What you need to do
An exact copy of the entries is needed, with every picture left out.

Dataset entries
──────────
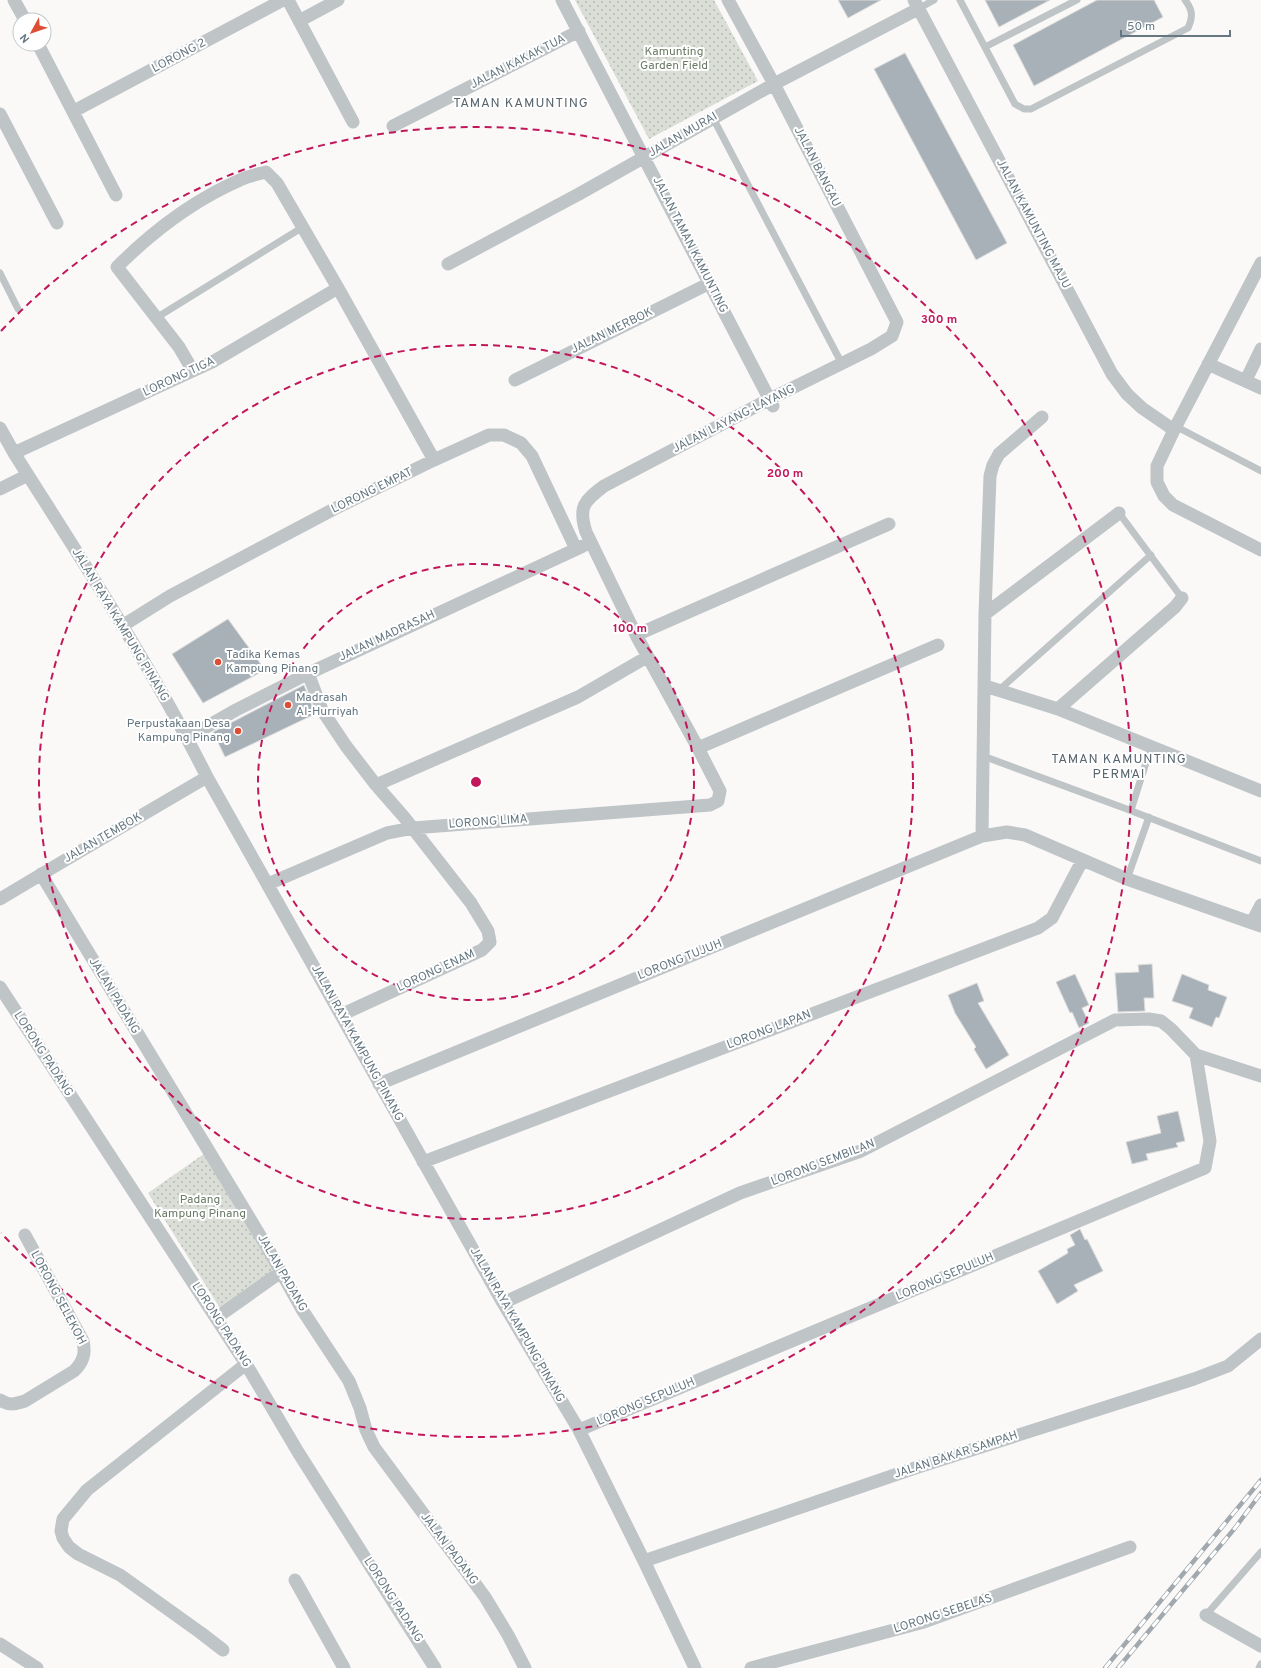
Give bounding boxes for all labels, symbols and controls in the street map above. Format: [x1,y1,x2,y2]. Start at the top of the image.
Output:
north arrow [12,12,52,52]
scale bar [1121,12,1230,38]
text: 50 m [1127,19,1155,35]
text: N [17,30,33,45]
street label: JALAN KAKAK TUA [468,31,568,93]
street label: LORONG 2 [149,35,209,77]
park label: Kamunting Garden Field [640,44,708,74]
district label: TAMAN KAMUNTING [453,96,589,112]
street label: JALAN MURAI [646,109,720,161]
street label: JALAN BANGAU [790,124,844,210]
street label: JALAN KAMUNTING MAJU [992,156,1074,292]
street label: JALAN TAMAN KAMUNTING [649,174,731,316]
street label: JALAN MERBOK [568,304,656,358]
text: 300 m [921,312,957,328]
street label: LORONG TIGA [140,353,218,401]
street label: JALAN LAYANG-LAYANG [670,381,798,457]
street label: LORONG EMPAT [329,464,415,518]
text: 200 m [767,466,803,482]
street label: JALAN RAYA KAMPUNG PINANG [68,545,172,705]
street label: JALAN MADRASAH [336,607,438,665]
text: 100 m [613,621,647,637]
place label: Tadika Kemas Kampung Pinang [226,647,318,677]
marker: Tadika Kemas Kampung Pinang [213,657,223,667]
place label: Madrasah Al-Hurriyah [296,690,359,720]
marker: Madrasah Al-Hurriyah [283,700,293,710]
place label: Perpustakaan Desa Kampung Pinang [127,716,230,746]
marker: Perpustakaan Desa Kampung Pinang [233,726,243,736]
district label: TAMAN KAMUNTING PERMAI [1051,752,1187,783]
centre of rings [469,775,483,789]
street label: JALAN TEMBOK [61,809,145,867]
street label: LORONG LIMA [448,811,528,833]
street label: LORONG TUJUH [635,936,725,984]
street label: LORONG ENAM [394,946,478,996]
street label: JALAN PADANG [85,955,143,1037]
street label: JALAN RAYA KAMPUNG PINANG [307,962,407,1124]
street label: LORONG LAPAN [724,1007,814,1053]
street label: LORONG PADANG [10,1008,76,1100]
street label: LORONG SEMBILAN [769,1136,877,1190]
park label: Padang Kampung Pinang [154,1192,246,1222]
street label: JALAN PADANG [253,1231,311,1315]
street label: JALAN RAYA KAMPUNG PINANG [466,1245,568,1405]
street label: LORONG SELEKOH [26,1248,90,1348]
street label: LORONG SEPULUH [894,1249,996,1305]
street label: LORONG PADANG [188,1279,254,1371]
street label: LORONG SEPULUH [595,1374,697,1430]
street label: JALAN BAKAR SAMPAH [892,1427,1020,1483]
street label: JALAN PADANG [417,1510,481,1588]
street label: LORONG PADANG [360,1554,426,1646]
street label: LORONG SEBELAS [892,1590,994,1638]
──────────
Exercise result
Give bounding boxes for all labels, symbols and controls in the street map above. Format: [x1,y1,x2,y2]. Start at the top of the image.
Output:
north arrow [12,12,52,52]
scale bar [1121,12,1230,38]
text: 50 m [1127,19,1155,35]
text: N [17,30,33,45]
street label: JALAN KAKAK TUA [468,31,568,93]
street label: LORONG 2 [149,35,209,77]
park label: Kamunting Garden Field [640,44,708,74]
district label: TAMAN KAMUNTING [453,96,589,112]
street label: JALAN MURAI [646,109,720,161]
street label: JALAN BANGAU [790,124,844,210]
street label: JALAN KAMUNTING MAJU [992,156,1074,292]
street label: JALAN TAMAN KAMUNTING [649,174,731,316]
street label: JALAN MERBOK [568,304,656,358]
text: 300 m [921,312,957,328]
street label: LORONG TIGA [140,353,218,401]
street label: JALAN LAYANG-LAYANG [670,381,798,457]
street label: LORONG EMPAT [329,464,415,518]
text: 200 m [767,466,803,482]
street label: JALAN RAYA KAMPUNG PINANG [68,545,172,705]
street label: JALAN MADRASAH [336,607,438,665]
text: 100 m [613,621,647,637]
place label: Tadika Kemas Kampung Pinang [226,647,318,677]
marker: Tadika Kemas Kampung Pinang [213,657,223,667]
place label: Madrasah Al-Hurriyah [296,690,359,720]
marker: Madrasah Al-Hurriyah [283,700,293,710]
place label: Perpustakaan Desa Kampung Pinang [127,716,230,746]
marker: Perpustakaan Desa Kampung Pinang [233,726,243,736]
district label: TAMAN KAMUNTING PERMAI [1051,752,1187,783]
centre of rings [469,775,483,789]
street label: JALAN TEMBOK [61,809,145,867]
street label: LORONG LIMA [448,811,528,833]
street label: LORONG TUJUH [635,936,725,984]
street label: LORONG ENAM [394,946,478,996]
street label: JALAN PADANG [85,955,143,1037]
street label: JALAN RAYA KAMPUNG PINANG [307,962,407,1124]
street label: LORONG LAPAN [724,1007,814,1053]
street label: LORONG PADANG [10,1008,76,1100]
street label: LORONG SEMBILAN [769,1136,877,1190]
park label: Padang Kampung Pinang [154,1192,246,1222]
street label: JALAN PADANG [253,1231,311,1315]
street label: JALAN RAYA KAMPUNG PINANG [466,1245,568,1405]
street label: LORONG SELEKOH [26,1248,90,1348]
street label: LORONG SEPULUH [894,1249,996,1305]
street label: LORONG PADANG [188,1279,254,1371]
street label: LORONG SEPULUH [595,1374,697,1430]
street label: JALAN BAKAR SAMPAH [892,1427,1020,1483]
street label: JALAN PADANG [417,1510,481,1588]
street label: LORONG PADANG [360,1554,426,1646]
street label: LORONG SEBELAS [892,1590,994,1638]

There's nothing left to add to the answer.